You may find it odd, but where I come from this is the time of life where people start talking, thinking, and dreaming of marriage. Yeah, 19-25 is generally considered young by the world's standards, but here? It's just the way it is. That's what life is about, getting married and starting a family of your own. I don't mind that at all. For some people, marriage at age 19 or 20 is a great thing. For me? Not so much.
As I've been talking to friends who are in serious relationships that probably will progress into marriages, I've been thinking about what I want in my own life. I've been thinking about dreams and fears and how everything is supposed to work out. I don't know how it's all going to work out. It's not really my job to know the future, and at this point in my life knowing the future would probably throw me into hysterics that would only be ended under the influence of a very strong sedative.
I'm very afraid. Not of getting married. A lot of the young people I know, who are quickly becoming my dear friends, are afraid of getting married. They worry about the wedding and the reception and finding a house and a car and such. For me, I worry more about the years after the wedding. I wonder if the man I loved on that special day of the white dress will become someone I don't know anymore. Will he still love me? Or will I just be the housekeeper who doesn't go home when five o'clock rolls around?

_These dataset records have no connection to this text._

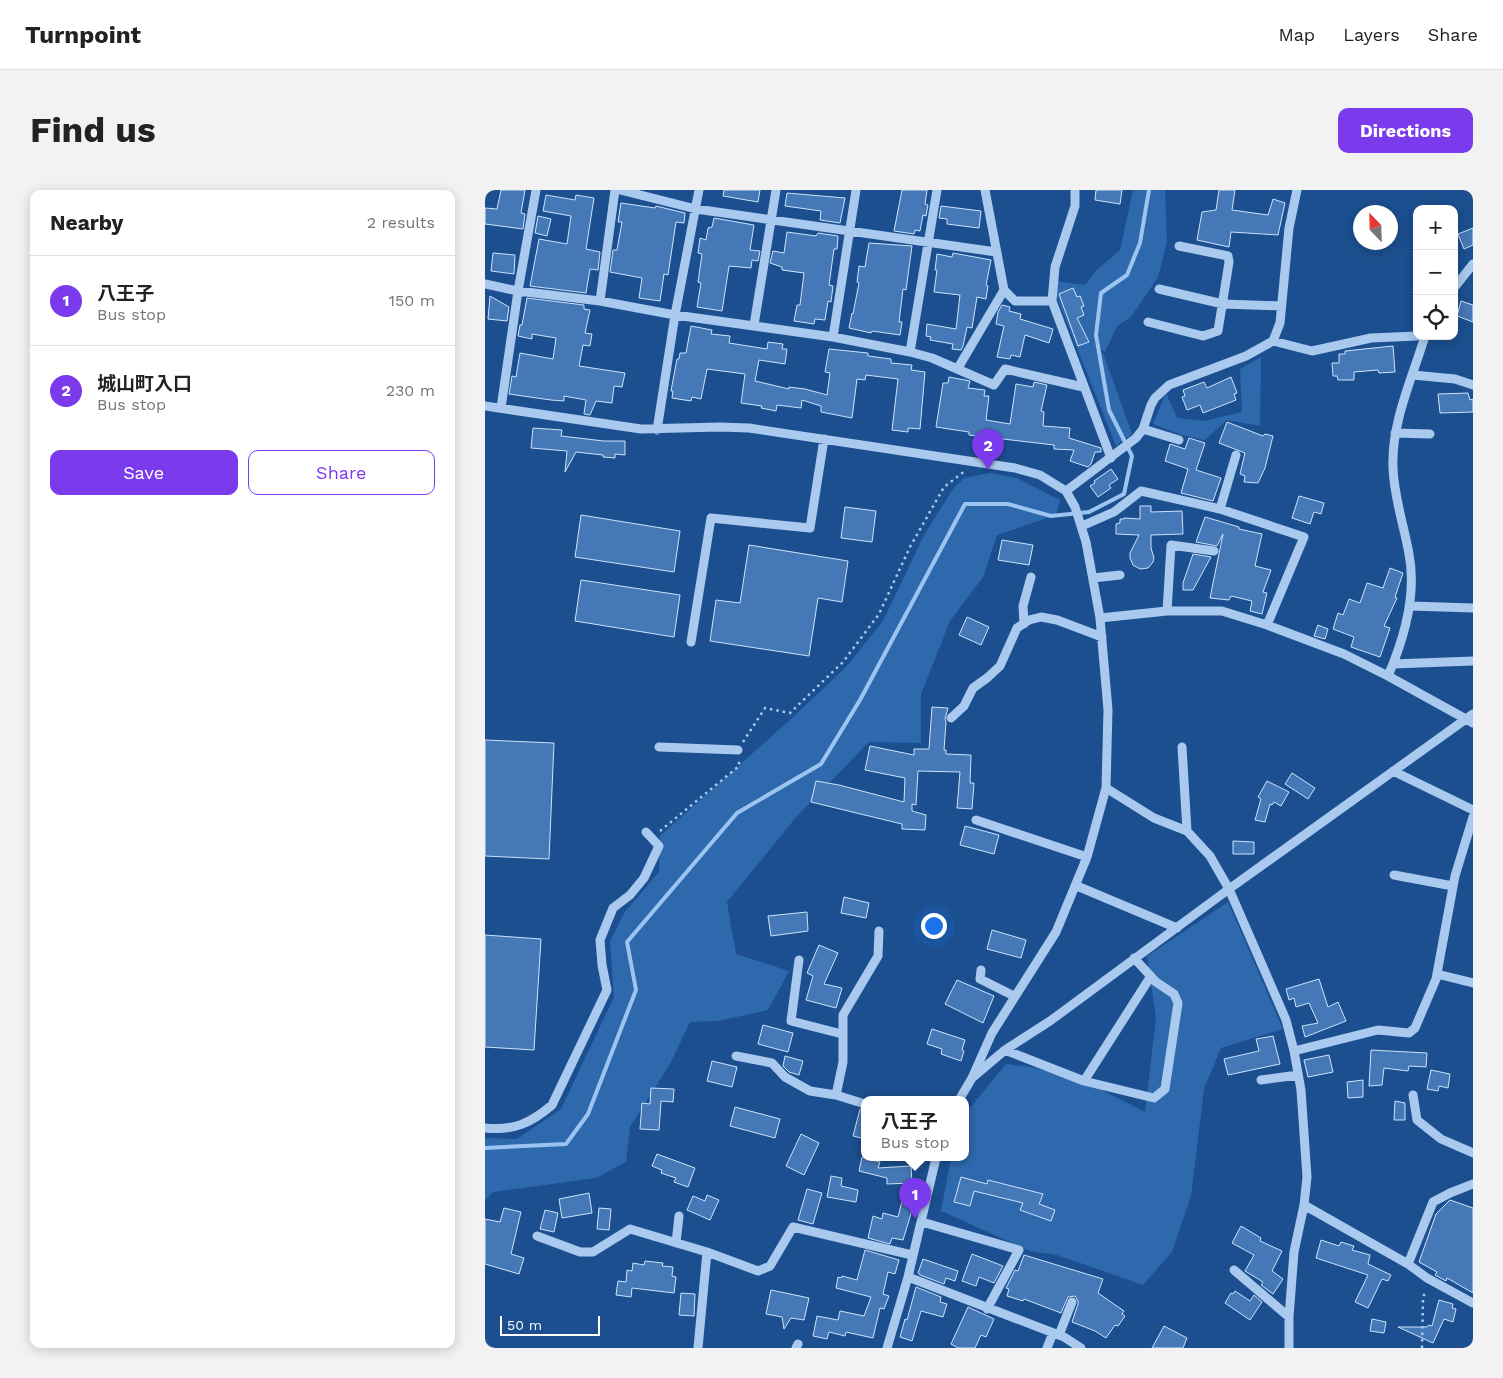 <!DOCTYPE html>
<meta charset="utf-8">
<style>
:root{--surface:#fff;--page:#f2f2f2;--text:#222;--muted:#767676;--line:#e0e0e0;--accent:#7c3aed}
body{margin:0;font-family:"Work Sans","Noto Sans JP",sans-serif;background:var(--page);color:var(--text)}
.controls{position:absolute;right:15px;top:15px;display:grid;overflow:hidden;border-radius:10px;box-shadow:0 2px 12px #0003}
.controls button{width:45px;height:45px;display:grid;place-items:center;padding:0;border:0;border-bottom:1px solid var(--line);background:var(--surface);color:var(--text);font:25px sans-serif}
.compass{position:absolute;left:868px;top:15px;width:45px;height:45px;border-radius:50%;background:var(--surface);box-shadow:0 2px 12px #0003;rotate:337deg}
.scale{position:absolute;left:15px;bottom:12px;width:100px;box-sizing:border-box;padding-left:5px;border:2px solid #fff;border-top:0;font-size:14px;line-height:18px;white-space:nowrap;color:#fff;-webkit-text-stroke:4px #1b4f8f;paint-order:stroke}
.you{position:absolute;left:448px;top:735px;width:18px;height:18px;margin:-12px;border:4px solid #fff;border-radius:50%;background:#1a73e8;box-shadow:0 0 0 8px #1a73e833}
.badge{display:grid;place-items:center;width:32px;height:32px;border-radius:50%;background:var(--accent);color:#fff;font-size:16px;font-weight:700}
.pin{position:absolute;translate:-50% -41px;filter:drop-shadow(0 1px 2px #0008)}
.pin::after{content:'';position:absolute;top:26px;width:18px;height:15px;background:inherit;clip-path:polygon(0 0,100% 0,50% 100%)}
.popup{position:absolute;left:376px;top:906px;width:108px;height:65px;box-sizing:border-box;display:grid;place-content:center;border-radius:10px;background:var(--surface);filter:drop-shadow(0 1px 4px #0005);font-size:16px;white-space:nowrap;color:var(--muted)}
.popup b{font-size:19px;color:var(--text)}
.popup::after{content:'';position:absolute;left:50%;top:100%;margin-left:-10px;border:10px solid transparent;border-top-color:var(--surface)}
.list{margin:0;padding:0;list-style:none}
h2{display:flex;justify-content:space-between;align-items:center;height:65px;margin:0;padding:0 20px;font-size:21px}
h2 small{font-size:16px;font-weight:400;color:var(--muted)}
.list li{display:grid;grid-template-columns:32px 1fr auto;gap:15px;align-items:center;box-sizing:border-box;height:90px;padding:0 20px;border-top:1px solid var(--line)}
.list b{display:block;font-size:19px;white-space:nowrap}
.list p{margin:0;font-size:16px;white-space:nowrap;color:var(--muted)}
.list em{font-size:16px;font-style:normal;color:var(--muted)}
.actions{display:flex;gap:10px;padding:15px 20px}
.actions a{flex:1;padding:11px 0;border:1px solid var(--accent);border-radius:10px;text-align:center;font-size:18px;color:var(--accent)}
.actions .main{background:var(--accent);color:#fff}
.icon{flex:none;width:28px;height:28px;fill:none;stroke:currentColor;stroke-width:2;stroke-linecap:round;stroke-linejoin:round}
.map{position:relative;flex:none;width:988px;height:1158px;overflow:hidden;border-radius:10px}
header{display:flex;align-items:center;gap:30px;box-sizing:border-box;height:70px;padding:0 25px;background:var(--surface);border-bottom:1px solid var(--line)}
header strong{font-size:24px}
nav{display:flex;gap:28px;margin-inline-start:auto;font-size:18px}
.intro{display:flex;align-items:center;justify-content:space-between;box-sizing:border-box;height:120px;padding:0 30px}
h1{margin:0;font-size:35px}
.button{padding:12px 22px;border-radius:10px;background:var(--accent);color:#fff;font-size:18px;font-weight:700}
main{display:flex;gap:30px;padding:0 30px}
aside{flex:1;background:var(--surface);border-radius:10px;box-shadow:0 2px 12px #0003}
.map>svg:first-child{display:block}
</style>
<header>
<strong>Turnpoint</strong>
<nav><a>Map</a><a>Layers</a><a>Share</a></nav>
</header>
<div class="intro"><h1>Find us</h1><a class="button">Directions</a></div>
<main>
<aside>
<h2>Nearby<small>2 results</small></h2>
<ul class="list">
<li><span class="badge">1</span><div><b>八王子</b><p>Bus stop</p></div><em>150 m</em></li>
<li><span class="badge">2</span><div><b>城山町入口</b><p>Bus stop</p></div><em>230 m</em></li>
</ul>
<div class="actions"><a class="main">Save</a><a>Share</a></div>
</aside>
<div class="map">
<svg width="988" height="1158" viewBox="0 0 988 1158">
<rect width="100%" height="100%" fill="#1b4f8f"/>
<path fill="#2e69ad" d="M648,0h32l2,52 -9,35 -27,40 -14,9 -12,26 -10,-5 8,6 29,81 -16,12 -58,-146 -3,-19 30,4 12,-15 23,-20z
M776,167l-1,69 -33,-6 -22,20 -23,-5 -29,-11 13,-31 11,25 27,3 38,-9 -2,-43z
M505,283l27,5 43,22 -4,15 -59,20 -14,42 -33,44 -29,73v49l-52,-1 -72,74 -70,86 9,52 53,17 -21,39 -50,11 -28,1 -20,42 -40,63 -4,35 -30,16 -103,14 -8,8v-62l32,1 44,-30 53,-112 -4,-55 14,-29 35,-41 1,-36 131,-117 55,-52 37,-46 41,-86 29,-46 11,-11z
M743,712l55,127 -62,19 -17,41 -13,107 -19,56 -29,33 -86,-30 -27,-4 -89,-40 10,-53h14v-44l41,-50 25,3 53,14 61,31 11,-94 -9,-62z"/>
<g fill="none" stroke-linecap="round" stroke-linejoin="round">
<path stroke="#9cc4f0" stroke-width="4" d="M0,958l81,-4 22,-30 48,-124 -9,-48 110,-129 84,-49 39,-64 105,-196h43l43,12 38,-4 35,-18 8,-38 -23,-46 -13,-75 5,-42 26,-18 13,-32 9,-53"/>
</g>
<path fill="#4478b7" stroke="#cfe3fa" d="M16,0h24l-4,23 4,1 -2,15 -38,-5v-16l12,1z
M239,0h36l-2,12 -35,-6z
M417,0h25l-2,14 3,1 -2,11 -3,-1 -3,16 -5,-1 -1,4 -20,-3z
M611,0h26l-2,14 -25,-4z
M734,0h16l-3,20 36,5 5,-16 12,4 -7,32 -47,-3 -2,15 -32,-7 5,-28 14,-2z
M302,3l58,5 -5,25 -20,-3 1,-9 -36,-5z
M61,5l29,5 1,-5 18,3 -8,51 14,3 -2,18 -8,-1 -4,24 -56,-7 9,-47 28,5 4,-28 -28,-5z
M136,13l34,5 1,-2 29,7 -1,10 -8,-1 -8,53 -4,-1 -4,27 -21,-3 3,-20 -32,-6 3,-22h4l5,-28h-4z
M456,16l40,5 -2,17 -32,-4v-5l-8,-1z
M53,26l13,3 -4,17 -12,-3z
M229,28l40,7 -4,25 10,1 -2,10 -6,-1 -1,8 -22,-2 -7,45 -25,-4 4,-24 -3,-1 4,-28 -4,-1 2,-15 6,2 2,-12 4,-1z
M988,38v17l-9,4 -6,-15z
M302,42l29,4 2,-3 20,3 -1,13h-3l-5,36 4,1 -2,16 -3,-1 -3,19 -10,-1 -1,5 -20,-3 3,-16h3l4,-32 -22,-3v-3l-12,-4 3,-12 11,2z
M384,53l43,3 -6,44 -3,-1 -4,33h3l-2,13 -28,-4 -1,2 -22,-5 3,-15 1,1 6,-31 -2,-1 2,-16 6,1z
M8,63l22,2 -1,19 -23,-3z
M468,63l38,7 -5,25 2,1 -2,13 -9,-2 -5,31 -5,-1 -4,19 -2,4 -9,-1 1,-5 -23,-4 1,-3 -5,-1 1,-12 29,5 4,-34 -26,-3 3,-22h-2l2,-16 15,3z
M588,98l4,9 3,-1 4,10 -3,1 3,8 -7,3 12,24 -11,4 -19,-52z
M5,106l19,11 -2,14 -19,-2z
M42,108l57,7v4l6,1 -5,23 7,1 -2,12 -7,-1 -4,21 46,7 -3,14 -8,-1 -2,17 -16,-2 -6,14 -6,-1 2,-14 -22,-4v5l-13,-1 -42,-6 3,-18 4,1 4,-24 33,6 3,-21 -24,-4v5l-14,-3 2,-11h2z
M976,111l12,4v17l-16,-6z
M517,115l8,2 -1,4 12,3 -1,5 33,10 -4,14 -24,-8 -5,22 -9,-2 -1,4 -13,-2 7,-31 -8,-2 2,-12z
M206,136l21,4 -1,4 19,2 -1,7 38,6 1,-7 15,2 -1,5h5l-2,15 -26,-4 -4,21 34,8v-2l16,2 22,6 3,-22 -5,-1 4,-23 39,4v3l23,3v4l21,2 -1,5 14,2 -5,57 -12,-1v4l-16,-2 6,-51 -32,-4 -1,5 -8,-1 -5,39 -31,-6v-6l-19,-6 -1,8 -24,-3 -1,6 -15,-3 1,-2 -21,-3 4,-29 -38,-5 -6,30 -9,-2 -1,4 -19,-3 1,-7h-2l6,-32h2l1,-6h6z
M908,156l2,26 -16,1 -1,-3 -24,2v8h-16l-1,-4h-4l-1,-13h7v-9h6v-3z
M464,187l21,4 -2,7 17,2 -1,6h5l-3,24 24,4 6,-40 17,3 1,-5 13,3 -6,26 3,1 -1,14 27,2 -1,10 32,10v4h-6l-4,12 -3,3 -18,-6 4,-11 -20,-1v-4l-85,-10v-3l-33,-5 7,-44h5z
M746,187l6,16 -3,1 2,6 -33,13 -3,-8 -13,5 -5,-13 3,-1 -2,-6 21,-8 3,6z
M983,203l2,7 3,-1v13l-33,1 -2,-19z
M742,232l36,14 2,-2 8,2 -8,32 -7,15 -14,-1 1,-6 -5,-2 5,-21 -26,-10z
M48,238l29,2 -1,6 43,5h21v14l-10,-1v4l-12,-1v-2l-27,-3 -11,20 2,-21 -36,-3z
M704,248l16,5 -9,27 25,8 -8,23 -32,-8 7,-24 -23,-8 5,-17 15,5z
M626,279l7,10 -9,6 2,3 -13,9 -8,-11 5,-3 -1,-2z
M814,306l25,7 -3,11 -7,-2 -4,12 -18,-6z
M655,316h11v6l31,-1 1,23 -32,1v13l3,10 -1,4 -5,6 -8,1 -7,-4 -3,-7v-5l9,-18 -23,-1v-10l4,-1v-4h4v-1l16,1z
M360,317l31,4 -4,31 -31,-4z
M96,325l99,16 -6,41 -99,-15z
M720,327l34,10v2l23,5 -7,32 16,4 -8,22 4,1 -5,21 -12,-3 2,-10 -21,-5 -2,4 -19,-2 13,-64 -6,12 -21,-4z
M517,350l31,5 -4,20 -31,-5z
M264,355l99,16 -6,41 -24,-4 -9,58 -99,-15 6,-41 24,3z
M708,364l18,3 -18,33h-10v-7z
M905,378l13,5 -8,24 2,1 -13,28 6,2 -10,29 -29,-10 3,-10 -21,-8 5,-16 5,2 6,-16 11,4 7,-20 16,5z
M96,390l99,15 -6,42 -99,-16z
M482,427l22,10 -8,18 -22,-10z
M833,435l10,4 -3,10 -11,-3z
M447,517l16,1 -3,11 1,3 -2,28h2v4l25,1 -1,28h4l-2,26 -15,-1 3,-36 -42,-1 -2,34 -4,-1v7l14,4 -1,15 -23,-1v-5l-91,-22 5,-21 23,4 65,17 1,-24 -40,-8 5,-24 44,9v-6h15z
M0,550l69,3 -5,116 -64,-3z
M807,583l23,15 -7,11 -23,-15z
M782,591l22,11 -8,14 -7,-4 -2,3 -2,-1 -5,18 -10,-2 6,-21 -3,-2z
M480,636l34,9 -5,19 -34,-9z
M748,651l21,1v12h-21z
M359,707l25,6 -3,15 -25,-5z
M322,722l1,19 -37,5 -3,-20z
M507,740l34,10 -5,18 -34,-9z
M0,745l56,4 -7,111 -49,-3z
M334,755l19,8 -14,31 18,4 -6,20 -30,-8 7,-24 -6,-3z
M834,789l9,28 10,-5 8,19 -41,16 -3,-11 16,-3 -9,-20 -13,4 -2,-9 -5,2 -3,-11z
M472,790l37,16 -11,27 -38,-19z
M278,835l30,8 -5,19 -30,-8z
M447,839l33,11 -3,10 2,1 -3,10 -20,-7 1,-5 -15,-5z
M788,846l7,28 -52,11 -4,-16 35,-8 -3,-12z
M886,860l56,3 -1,14 -17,-1 -1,5 -24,-3 -2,17 -13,1z
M844,865l4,17 -25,5 -4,-17z
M300,866l18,5 -4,14 -10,-3 -6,-6z
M227,871l25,6 -5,20 -25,-6z
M946,880l19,4 -2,14 -9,-2 -1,5 -11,-2z
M878,890v17l-15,1 -1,-16z
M166,898l23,1 -1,13 -12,-1 -2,29 -19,-1 2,-26 8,1z
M910,911l10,2v17h-11z
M250,917l45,12 -5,19 -45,-12z
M375,919l5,1v29l-12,-3z
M316,944l18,9 -15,32 -18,-9z
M172,964l38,14 -7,19 -14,-5 2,-4 -15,-5 1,-3 -10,-4z
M377,967l18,5 -2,6 33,-2 1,17 -25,1v-6l-28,-7z
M346,986l11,2 -1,8 17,4 -2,12 -29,-5z
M476,987l26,7 1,-4 55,14 -4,10 16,6 -4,11 -31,-11 3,-7 -49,-12 -4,15 -16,-4z
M322,999l15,4 -9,31 -15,-4z
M104,1003l3,20 -30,5 -3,-19z
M222,1005l12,5 -9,20 -23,-10 6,-14 12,5z
M965,1010l23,8v85l-26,-15 -1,3 -11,-6 2,-3 -18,-10 17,-48z
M417,1011l12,3 -11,36 -11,-2 -2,6 -22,-6 5,-22 9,3 1,-6 15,4z
M19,1018l17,4 -10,42 13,4 -5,16 -34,-10v-45l15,3z
M114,1018l12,1 -2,21 -12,-1z
M60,1020l13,3 -4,19 -14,-3z
M756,1036l20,12 -1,3 22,10 -10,20 11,8 -10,15 -12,-9 2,-3 -18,-11 9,-16 -22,-12z
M836,1050l18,6 2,-4 13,4 -2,4 18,5 -2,9 23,11 -3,6 -6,-2 -14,29 -13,-6 13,-27 -52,-17z
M380,1060l34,10 -4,14 -7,-2 -5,22 6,2 -5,13 -4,-1 -7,30 -27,-6 -1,4 -16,-4 -2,7 -14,-3 4,-20 21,4 2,-9 24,5 7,-19 -35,-9 2,-11 3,1 1,-2 15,4z
M487,1064l31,12 -9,17 -15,-6 -3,9 -14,-5z
M539,1065l79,24 -5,14 26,18 -2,3 3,2 -7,10 -3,-1 -9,13 -11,-7 -23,-9 6,-18v-3l-3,-5 -7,1 -7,16 -37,-14 -1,2 -16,-5 2,-7 -3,-1 9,-18 3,1z
M438,1069l35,12 -3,10 -9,-3 -2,6 -24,-9 -2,-2z
M160,1071l18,2 -1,3 11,1 -1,9 4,1 -2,16 -42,-5 -1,9 -15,-2 2,-14 8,1 1,-12 5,1 1,-8 11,2z
M431,1097l25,10 -1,5 7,2 -4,13 -22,-6 -9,30 -12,-4 5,-18 2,1z
M286,1100l38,8 -5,22 -13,-2 -7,11 -2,-12 -16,-3z
M750,1101l15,10 4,-6 8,7 -12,18 -25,-17 6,-10 2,1z
M196,1103l14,1 -1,22 -15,-1z
M954,1110l14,4 -1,4 4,1 -3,13 -9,-3 -11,24 -35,-16h29l2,-2 3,1z
M483,1117l26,12 -8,18 -5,-2 -6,13h-17l-7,-4z
M887,1129l14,3 -2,11 -14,-2z
M679,1136l23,12 -4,10h-31z"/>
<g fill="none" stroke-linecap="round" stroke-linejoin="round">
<path stroke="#a9c9ee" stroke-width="2.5" stroke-dasharray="2.5 4" stroke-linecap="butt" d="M258,552l22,-34 25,5 53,-51 36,-48 31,-67 34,-60 21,-16
M175,641l79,-65v-5
M937,1158l1,-48 2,-10"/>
<path stroke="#a9c9ee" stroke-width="9" d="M135,0l76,19 300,43
M500,0l19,100 11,11h37l59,157
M0,94l33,7 82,10 75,14 158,22 77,15 22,6 62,27 11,-16 78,18
M969,98l19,-24
M674,99l64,15 58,2
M115,111l15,-111
M567,111l3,-34 20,-61v-16
M663,132l55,14 15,-5 11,-69 -1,-6 -49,-10
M269,135l22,-135
M348,147l23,-147
M788,151l39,10 59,-13 46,-2
M425,162l27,-162
M473,178l46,-78
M928,185l42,4 18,6
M0,216l156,23 79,-2 29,1 266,40 25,7 26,16 9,16 11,35 14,76 8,92 -2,78 -19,69 -31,75 -64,101 -20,45
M16,218l17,-117 18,-101
M658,239l36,11
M172,240l18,-115 24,-125
M910,243l35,1
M581,301l70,-53 7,-9 8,-24 4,-7 14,-13 77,-29 27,-15 7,-18 9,-95 8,-38
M735,319l16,-54
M597,336l32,-14 27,-21 79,18 84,28 -37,88
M608,388l27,-3
M925,416l63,2
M682,421l4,-66 43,6
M615,428l67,-7h55l45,14 77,29 44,22 85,47
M539,434l-1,-18 8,-29
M206,452l20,-124 99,10 14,-89
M908,474l80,-3
M903,486c16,-37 29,-81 21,-122 -5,-29 -15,-56 -16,-86 -2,-45 19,-89 32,-132
M466,528l13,-12 9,-18 14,-10 13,-12 17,-38 12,-8 12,-3 16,3 45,17
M174,557l79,3
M697,557l5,84
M908,581l80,39
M621,598l48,30 33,13 23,25 19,33 57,131 8,31 7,39 6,87 -3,28 -10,47 -5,65v31
M491,630l111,37
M909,685l59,11
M592,696l100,42
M314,770l-8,61 51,13
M496,780l-1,9 34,17
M952,784l36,9
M520,860l79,31 70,17 11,-9 13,-86 -4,-9 -18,-12 -22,-24
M809,861l84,-21 31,3 6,-5 21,-49 19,-103 18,-59
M251,866l36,7 13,14 25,14 26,4 29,9
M776,890l37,-5
M599,891l67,-105
M351,905l7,-33v-47l35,-59 1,-25
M928,905l4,25 24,19 32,14
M474,910l13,-22 33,-28 45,-29 179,-132 244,-175
M0,938c29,3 46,-5 67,-23l55,-115 -5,-25 -2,-25 13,-32 17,-13 14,-17 15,-32 -13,-14
M819,1015l104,59 19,14 46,25
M437,1032l97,28 -32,59
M52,1046l43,16h13l37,-23 77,23 -9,96
M191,1053l3,-27
M222,1062l51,19 12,-5 23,-39 119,28
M923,1074l25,-62 17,-9 23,-9
M749,1080l55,47
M423,1087l156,60 17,11
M574,1145l13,-33
M311,1158l2,-4
M402,1158l21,-71 28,-119
M562,1158l6,-15"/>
</g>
</svg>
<div class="controls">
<button>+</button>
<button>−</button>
<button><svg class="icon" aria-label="locate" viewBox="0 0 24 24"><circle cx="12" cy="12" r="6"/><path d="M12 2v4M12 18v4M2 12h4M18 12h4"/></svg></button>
</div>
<svg class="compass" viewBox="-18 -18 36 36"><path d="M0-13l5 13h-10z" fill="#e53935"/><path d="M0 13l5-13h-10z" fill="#767676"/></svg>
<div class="scale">50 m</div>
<div class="you"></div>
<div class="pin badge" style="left:430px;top:1029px">1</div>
<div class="popup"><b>八王子</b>Bus stop</div>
<div class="pin badge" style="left:503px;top:280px">2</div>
</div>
</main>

My mom once said this: "Marriage is a partnership; it is not a hospital." Yes, I want to be cared for. I want to be loved. I want to care for someone, and to love someone too. What I don't want, and what I fear will happen, is that I will become something like a single woman sharing the last name and living space of a man she is legally married to but who no longer is interested in the marriage relationship. I worry that love will die, that I'll end up taking care of him and he won't be interested in helping me with anything. I don't want to sound selfish in saying I want to be taken care of and loved. I don't mean that I want him to do all of the work and put all of the effort into the relationship or the family. What I do mean is that I want us to work together, to share things. Partners. Lovers. Best friends.
Perhaps it's too much to ask. Maybe I just need to stop being afraid. In fact, I should probably be focusing on choosing a major right now. That's a more pressing issue, seeing as I'm graduating with my AS degree at the end of the month and registration for next year is on, what...Thursday? Yep.